Le Mage Noir le plus craint de tous les temps n'est plus. Celui-Dont-On-Ne-Doit-Pas-Prononcer-Le-Nom a finalement succombé. Et je n'ai toujours pas le courage d'écrire ou même de penser ce nom maudit.

C'est maintenant que débute la tourmente. Le blizzard de la révolte, de la douleur et de la colère fait bruisser les pensées des pauvres heurs. La joie et le deuil s'entremêlent aujourd'hui, créant des festivités glauques et des regroupements sinistres. Les gens pleurent et rient en même temps. Et moi, moi je suis perdu, Mère.

Je sais que je te dois la vie.

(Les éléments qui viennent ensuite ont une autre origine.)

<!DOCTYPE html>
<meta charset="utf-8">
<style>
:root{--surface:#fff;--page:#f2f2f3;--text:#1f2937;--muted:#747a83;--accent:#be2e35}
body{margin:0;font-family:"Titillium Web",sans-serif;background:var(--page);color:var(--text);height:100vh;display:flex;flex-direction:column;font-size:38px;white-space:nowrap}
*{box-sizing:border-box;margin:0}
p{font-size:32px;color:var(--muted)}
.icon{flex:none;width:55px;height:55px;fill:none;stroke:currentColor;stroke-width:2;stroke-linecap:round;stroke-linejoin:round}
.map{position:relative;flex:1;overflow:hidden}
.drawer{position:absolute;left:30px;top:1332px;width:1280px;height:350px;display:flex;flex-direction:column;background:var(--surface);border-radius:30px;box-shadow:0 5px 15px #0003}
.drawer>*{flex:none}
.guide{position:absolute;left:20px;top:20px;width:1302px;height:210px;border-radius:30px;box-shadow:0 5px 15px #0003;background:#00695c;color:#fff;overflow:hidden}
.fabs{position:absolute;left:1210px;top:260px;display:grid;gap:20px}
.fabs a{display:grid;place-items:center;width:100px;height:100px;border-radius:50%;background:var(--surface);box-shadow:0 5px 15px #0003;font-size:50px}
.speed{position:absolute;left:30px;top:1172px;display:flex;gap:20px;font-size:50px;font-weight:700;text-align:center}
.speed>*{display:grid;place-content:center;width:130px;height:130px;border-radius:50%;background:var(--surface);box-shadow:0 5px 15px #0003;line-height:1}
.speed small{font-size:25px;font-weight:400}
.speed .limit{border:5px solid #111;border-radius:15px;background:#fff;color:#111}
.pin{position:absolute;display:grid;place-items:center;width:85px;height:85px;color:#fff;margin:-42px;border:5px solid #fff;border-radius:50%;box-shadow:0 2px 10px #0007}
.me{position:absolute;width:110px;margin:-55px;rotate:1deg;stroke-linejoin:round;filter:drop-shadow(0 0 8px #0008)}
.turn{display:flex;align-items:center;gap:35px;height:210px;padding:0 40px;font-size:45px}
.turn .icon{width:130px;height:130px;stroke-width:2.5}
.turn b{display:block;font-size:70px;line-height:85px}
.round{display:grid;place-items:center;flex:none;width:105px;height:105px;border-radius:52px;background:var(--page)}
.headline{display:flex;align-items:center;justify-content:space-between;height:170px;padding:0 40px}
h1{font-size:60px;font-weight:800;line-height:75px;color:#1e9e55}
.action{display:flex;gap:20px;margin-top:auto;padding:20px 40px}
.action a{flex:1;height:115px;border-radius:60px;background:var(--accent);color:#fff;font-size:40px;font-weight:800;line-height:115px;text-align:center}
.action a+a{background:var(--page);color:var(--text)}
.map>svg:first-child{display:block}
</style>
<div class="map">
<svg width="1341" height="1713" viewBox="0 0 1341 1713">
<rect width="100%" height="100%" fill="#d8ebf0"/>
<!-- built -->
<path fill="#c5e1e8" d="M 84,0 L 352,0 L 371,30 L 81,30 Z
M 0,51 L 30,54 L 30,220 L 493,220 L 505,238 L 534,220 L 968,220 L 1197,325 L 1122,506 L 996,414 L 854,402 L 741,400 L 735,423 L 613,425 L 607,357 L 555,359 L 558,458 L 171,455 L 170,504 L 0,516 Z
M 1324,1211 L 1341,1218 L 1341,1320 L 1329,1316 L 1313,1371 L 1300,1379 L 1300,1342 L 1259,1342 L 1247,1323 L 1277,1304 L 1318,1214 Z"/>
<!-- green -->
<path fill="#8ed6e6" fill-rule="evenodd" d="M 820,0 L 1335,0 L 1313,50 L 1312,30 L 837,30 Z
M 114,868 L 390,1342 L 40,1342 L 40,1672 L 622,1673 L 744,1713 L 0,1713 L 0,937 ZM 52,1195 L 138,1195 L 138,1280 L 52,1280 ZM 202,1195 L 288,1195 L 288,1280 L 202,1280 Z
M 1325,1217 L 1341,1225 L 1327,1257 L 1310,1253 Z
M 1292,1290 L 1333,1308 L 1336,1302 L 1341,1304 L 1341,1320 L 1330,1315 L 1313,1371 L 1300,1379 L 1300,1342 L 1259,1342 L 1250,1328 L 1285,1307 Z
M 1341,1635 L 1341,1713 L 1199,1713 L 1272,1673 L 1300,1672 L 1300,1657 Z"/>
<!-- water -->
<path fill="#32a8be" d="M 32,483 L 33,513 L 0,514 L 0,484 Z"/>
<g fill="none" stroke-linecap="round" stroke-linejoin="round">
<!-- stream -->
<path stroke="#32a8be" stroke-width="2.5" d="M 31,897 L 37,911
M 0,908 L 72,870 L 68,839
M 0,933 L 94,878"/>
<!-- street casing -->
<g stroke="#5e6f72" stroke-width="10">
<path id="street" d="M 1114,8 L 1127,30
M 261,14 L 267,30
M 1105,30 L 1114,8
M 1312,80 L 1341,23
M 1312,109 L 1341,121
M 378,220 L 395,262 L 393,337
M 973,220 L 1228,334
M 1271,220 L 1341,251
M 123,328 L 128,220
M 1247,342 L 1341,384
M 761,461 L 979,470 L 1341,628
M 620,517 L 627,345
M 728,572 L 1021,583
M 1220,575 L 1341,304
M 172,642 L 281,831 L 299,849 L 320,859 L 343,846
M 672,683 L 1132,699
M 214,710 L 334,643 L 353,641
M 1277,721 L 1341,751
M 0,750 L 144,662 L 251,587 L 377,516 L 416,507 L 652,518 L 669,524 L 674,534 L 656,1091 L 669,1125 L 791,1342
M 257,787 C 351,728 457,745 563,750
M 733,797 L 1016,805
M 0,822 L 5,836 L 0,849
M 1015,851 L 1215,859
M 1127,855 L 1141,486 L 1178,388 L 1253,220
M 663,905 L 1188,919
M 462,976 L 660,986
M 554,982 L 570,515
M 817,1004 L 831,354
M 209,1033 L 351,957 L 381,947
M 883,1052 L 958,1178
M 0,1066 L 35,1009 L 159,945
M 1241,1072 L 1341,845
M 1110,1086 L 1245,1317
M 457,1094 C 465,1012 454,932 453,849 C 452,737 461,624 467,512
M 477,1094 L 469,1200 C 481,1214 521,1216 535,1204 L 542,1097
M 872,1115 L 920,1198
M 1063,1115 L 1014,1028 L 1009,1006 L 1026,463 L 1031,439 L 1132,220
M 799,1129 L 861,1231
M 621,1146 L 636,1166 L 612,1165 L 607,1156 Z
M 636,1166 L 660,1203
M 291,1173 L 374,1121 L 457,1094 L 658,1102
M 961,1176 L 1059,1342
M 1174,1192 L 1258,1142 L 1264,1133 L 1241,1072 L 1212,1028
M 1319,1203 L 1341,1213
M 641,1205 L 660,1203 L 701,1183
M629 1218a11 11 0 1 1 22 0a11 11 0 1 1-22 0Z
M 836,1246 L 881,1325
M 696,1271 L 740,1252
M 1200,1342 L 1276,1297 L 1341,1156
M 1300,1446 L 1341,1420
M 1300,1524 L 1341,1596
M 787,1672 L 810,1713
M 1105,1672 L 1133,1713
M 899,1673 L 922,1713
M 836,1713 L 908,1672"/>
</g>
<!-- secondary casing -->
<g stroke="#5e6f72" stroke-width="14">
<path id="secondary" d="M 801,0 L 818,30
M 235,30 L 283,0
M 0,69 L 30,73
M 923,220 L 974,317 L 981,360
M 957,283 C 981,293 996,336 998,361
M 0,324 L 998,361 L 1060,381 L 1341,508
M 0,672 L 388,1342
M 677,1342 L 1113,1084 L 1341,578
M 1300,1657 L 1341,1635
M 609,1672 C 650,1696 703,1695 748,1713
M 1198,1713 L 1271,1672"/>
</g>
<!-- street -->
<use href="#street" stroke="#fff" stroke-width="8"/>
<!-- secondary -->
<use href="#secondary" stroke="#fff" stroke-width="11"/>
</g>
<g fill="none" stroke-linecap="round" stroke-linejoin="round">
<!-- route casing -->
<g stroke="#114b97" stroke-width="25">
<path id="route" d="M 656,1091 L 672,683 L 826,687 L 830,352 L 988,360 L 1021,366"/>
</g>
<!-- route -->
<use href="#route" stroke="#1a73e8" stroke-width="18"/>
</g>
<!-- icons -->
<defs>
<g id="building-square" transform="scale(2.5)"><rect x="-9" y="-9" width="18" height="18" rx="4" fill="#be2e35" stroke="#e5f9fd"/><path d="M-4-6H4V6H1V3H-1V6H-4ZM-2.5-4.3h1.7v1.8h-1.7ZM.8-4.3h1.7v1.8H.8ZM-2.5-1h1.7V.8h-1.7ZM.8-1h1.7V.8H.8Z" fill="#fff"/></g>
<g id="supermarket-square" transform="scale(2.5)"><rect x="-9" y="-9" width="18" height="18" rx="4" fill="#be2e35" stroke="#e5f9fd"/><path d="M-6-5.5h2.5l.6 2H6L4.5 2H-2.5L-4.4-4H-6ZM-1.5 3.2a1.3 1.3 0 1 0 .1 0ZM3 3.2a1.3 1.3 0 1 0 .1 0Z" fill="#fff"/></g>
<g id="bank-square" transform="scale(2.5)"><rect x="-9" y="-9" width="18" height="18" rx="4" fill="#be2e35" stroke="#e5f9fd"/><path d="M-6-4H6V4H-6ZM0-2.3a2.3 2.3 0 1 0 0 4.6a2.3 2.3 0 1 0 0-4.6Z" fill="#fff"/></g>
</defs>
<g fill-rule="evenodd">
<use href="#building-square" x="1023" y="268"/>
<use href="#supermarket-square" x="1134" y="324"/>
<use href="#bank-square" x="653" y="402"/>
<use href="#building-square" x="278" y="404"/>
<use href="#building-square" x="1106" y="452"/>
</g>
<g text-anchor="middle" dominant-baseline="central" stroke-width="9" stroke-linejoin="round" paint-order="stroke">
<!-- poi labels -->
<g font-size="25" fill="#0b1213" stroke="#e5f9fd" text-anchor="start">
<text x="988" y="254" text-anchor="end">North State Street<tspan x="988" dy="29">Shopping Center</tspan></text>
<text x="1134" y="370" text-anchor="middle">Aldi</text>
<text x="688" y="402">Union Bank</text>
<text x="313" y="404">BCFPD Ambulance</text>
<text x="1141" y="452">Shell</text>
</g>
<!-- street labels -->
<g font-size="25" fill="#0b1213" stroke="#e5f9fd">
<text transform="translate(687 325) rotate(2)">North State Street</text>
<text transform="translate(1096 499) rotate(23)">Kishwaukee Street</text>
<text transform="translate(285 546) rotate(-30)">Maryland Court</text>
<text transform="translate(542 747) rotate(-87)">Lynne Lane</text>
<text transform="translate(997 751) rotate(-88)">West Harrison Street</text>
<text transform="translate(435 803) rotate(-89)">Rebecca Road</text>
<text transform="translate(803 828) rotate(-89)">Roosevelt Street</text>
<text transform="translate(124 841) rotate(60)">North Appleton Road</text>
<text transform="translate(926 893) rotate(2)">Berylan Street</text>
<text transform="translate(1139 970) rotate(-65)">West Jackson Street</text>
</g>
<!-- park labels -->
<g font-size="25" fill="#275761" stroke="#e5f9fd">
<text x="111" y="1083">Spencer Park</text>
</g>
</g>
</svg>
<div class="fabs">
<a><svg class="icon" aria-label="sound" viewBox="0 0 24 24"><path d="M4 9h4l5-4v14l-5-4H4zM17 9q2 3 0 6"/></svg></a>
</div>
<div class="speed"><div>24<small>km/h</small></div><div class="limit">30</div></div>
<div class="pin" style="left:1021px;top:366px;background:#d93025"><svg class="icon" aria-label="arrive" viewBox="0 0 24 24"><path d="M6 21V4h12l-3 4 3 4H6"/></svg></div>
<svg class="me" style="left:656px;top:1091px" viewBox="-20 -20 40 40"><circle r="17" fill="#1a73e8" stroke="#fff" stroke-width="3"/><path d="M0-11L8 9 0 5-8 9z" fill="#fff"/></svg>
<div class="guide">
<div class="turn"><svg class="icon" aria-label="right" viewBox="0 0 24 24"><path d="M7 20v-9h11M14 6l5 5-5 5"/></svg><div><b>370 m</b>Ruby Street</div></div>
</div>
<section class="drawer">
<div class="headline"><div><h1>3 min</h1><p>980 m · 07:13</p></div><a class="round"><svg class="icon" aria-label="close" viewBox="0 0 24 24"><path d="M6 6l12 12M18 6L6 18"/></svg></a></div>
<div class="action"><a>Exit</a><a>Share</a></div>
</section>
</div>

Je sais que tu as sauvé Potter. Tu ne l'avoueras jamais. Mais je l'ai entendu. Au détour d'un couloir éventré. Dans les ruines venteuses de nos vies. Il disait à la Sang-De-Bourbe que Narcissa Malefoy l'avait sauvé. Et je ne sais pas si je dois t'admirer ou te honnir pour cela.

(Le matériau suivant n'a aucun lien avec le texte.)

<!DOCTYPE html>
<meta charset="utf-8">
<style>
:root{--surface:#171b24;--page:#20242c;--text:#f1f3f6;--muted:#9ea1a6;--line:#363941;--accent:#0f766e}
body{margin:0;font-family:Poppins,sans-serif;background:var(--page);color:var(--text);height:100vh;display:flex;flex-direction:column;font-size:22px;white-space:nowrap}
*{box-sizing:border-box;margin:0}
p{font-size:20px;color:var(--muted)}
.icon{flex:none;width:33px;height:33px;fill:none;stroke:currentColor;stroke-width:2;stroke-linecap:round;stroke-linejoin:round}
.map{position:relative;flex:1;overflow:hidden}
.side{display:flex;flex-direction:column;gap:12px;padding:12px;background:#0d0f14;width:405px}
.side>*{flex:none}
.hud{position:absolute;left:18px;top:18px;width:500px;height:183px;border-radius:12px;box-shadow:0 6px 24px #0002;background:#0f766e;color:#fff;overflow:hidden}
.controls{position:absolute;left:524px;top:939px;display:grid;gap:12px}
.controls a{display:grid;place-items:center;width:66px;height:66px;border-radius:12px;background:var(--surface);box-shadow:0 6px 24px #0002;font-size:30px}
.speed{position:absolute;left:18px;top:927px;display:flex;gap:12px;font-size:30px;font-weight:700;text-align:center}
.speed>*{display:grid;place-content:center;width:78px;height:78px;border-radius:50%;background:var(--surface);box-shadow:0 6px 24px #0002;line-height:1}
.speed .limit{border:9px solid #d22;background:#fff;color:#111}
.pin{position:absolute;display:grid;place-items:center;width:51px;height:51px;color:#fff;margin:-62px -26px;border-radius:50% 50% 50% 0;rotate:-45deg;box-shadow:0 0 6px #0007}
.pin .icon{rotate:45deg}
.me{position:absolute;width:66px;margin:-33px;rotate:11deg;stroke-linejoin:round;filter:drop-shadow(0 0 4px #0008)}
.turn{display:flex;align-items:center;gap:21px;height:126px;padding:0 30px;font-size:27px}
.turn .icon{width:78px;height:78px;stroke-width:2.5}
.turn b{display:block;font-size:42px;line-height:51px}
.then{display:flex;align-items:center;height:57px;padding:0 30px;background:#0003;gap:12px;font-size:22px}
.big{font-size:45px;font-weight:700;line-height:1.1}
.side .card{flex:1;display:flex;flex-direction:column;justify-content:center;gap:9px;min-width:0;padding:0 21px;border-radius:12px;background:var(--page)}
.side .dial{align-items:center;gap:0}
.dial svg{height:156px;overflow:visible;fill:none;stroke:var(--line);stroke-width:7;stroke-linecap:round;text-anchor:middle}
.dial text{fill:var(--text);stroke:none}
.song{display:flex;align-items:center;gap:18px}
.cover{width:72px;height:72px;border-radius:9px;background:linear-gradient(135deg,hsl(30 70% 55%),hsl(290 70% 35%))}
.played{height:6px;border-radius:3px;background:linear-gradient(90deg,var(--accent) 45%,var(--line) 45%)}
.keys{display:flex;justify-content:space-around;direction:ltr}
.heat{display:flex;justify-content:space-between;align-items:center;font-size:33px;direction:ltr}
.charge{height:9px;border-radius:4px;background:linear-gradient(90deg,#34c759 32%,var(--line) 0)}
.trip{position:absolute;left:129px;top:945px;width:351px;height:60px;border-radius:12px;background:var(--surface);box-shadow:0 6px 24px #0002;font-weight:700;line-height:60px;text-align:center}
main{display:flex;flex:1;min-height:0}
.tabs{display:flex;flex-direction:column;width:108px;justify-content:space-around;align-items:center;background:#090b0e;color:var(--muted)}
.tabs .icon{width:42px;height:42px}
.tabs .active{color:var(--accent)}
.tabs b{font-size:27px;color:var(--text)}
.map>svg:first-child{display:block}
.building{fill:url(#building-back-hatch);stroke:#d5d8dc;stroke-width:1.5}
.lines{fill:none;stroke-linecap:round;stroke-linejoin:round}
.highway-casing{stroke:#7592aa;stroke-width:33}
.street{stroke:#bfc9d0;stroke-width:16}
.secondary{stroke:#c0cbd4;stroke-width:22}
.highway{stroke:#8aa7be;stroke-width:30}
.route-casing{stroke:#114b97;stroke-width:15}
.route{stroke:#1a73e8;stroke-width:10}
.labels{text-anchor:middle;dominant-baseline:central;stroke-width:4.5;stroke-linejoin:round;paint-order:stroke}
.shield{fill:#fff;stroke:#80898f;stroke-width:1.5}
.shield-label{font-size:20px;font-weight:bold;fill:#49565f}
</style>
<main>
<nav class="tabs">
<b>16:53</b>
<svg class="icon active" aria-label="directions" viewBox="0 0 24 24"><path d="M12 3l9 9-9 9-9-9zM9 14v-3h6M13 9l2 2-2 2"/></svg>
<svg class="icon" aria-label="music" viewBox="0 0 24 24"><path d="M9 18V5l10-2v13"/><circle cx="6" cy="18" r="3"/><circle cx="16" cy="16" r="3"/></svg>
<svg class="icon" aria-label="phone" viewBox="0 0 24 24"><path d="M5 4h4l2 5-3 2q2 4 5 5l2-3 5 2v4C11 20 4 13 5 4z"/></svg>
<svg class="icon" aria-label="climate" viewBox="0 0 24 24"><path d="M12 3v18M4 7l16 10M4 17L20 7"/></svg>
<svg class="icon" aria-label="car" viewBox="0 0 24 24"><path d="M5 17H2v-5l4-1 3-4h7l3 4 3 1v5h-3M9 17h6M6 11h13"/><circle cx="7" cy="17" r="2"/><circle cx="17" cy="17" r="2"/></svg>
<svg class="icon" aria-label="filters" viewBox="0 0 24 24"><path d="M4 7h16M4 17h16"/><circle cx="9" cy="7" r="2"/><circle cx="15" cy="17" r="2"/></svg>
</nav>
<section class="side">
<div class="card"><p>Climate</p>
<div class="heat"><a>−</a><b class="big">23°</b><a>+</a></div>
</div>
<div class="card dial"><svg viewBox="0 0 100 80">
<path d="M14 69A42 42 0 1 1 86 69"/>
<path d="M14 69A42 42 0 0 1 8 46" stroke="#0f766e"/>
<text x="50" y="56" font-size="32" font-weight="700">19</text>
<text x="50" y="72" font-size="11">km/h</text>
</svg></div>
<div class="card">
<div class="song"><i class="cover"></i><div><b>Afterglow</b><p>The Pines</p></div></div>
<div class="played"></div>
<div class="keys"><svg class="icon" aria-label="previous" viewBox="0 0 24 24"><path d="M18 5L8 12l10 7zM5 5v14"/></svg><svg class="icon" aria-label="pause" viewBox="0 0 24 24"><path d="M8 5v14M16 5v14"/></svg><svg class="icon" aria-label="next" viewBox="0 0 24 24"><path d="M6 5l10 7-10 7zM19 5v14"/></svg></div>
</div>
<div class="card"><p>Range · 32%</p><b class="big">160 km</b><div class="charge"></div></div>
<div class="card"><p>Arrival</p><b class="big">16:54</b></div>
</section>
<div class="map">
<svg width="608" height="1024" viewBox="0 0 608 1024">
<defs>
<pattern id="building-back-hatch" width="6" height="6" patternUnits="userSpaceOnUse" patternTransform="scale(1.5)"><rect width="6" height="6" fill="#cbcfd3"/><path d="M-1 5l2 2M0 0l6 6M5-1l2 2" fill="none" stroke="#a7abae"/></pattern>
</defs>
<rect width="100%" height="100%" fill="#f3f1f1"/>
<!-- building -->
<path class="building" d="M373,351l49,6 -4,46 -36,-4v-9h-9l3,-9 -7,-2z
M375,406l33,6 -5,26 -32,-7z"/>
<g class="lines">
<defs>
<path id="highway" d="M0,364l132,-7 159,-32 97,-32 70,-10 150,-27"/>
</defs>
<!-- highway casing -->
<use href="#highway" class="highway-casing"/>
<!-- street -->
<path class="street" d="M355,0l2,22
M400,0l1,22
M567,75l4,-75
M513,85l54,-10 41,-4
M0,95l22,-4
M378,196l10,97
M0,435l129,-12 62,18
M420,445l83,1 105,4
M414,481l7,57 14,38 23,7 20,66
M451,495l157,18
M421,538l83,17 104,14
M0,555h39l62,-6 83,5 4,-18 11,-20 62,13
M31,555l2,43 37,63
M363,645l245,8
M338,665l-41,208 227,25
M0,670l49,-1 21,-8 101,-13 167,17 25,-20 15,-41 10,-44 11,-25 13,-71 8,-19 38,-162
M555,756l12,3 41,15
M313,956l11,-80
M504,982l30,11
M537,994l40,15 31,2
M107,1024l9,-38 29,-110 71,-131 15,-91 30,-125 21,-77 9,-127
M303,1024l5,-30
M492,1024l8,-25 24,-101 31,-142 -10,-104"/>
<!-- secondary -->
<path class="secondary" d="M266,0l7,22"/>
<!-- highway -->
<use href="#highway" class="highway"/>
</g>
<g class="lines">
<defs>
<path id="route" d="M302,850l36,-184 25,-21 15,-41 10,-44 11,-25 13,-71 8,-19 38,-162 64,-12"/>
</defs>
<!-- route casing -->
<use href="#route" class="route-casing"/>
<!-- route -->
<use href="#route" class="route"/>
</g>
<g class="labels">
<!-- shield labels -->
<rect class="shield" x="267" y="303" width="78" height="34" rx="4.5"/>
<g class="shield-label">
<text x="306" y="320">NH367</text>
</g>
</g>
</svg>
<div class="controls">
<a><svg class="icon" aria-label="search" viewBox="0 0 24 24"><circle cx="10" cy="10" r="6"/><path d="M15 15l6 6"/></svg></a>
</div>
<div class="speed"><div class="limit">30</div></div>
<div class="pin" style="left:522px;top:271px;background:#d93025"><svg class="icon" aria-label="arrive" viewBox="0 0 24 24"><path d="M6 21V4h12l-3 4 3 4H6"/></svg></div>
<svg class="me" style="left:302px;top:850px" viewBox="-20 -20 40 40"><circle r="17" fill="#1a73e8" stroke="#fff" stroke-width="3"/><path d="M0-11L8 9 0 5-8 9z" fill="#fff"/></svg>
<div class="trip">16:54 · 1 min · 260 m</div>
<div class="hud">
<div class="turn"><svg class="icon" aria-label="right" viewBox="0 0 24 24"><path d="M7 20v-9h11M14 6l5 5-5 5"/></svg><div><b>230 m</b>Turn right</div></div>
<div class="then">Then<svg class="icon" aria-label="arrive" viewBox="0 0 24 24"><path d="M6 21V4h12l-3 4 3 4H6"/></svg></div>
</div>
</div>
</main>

Les courants d'air envahissent les décombres de l'école. Nous ne sommes pas partis du champ de bataille. Personne ne nous parle. Nous sommes des fantômes. Nous n'osons pas partir. Nous attendons l'ordre. Je sais désormais qu'il n'y en aura jamais. Ils nous méprisent. Pourquoi feraient-ils attention à nous ?

Mère.

Tout s'envole. Nos certitudes. Nos biens. Notre réputation. Ces poussières s'égarent en zéphyr. La nuit tombe sur nos vies, et l'insomnie me ronge. Voilà des jours que je n'ai fermé l'œil, dévoré par la peur et l'incertitude. Et maintenant que tout est terminé, que la tornade s'est achevé en un pitoyable souffle, je m'égare. Mon esprit vagabonde dans les nuages de nos vieilles convictions.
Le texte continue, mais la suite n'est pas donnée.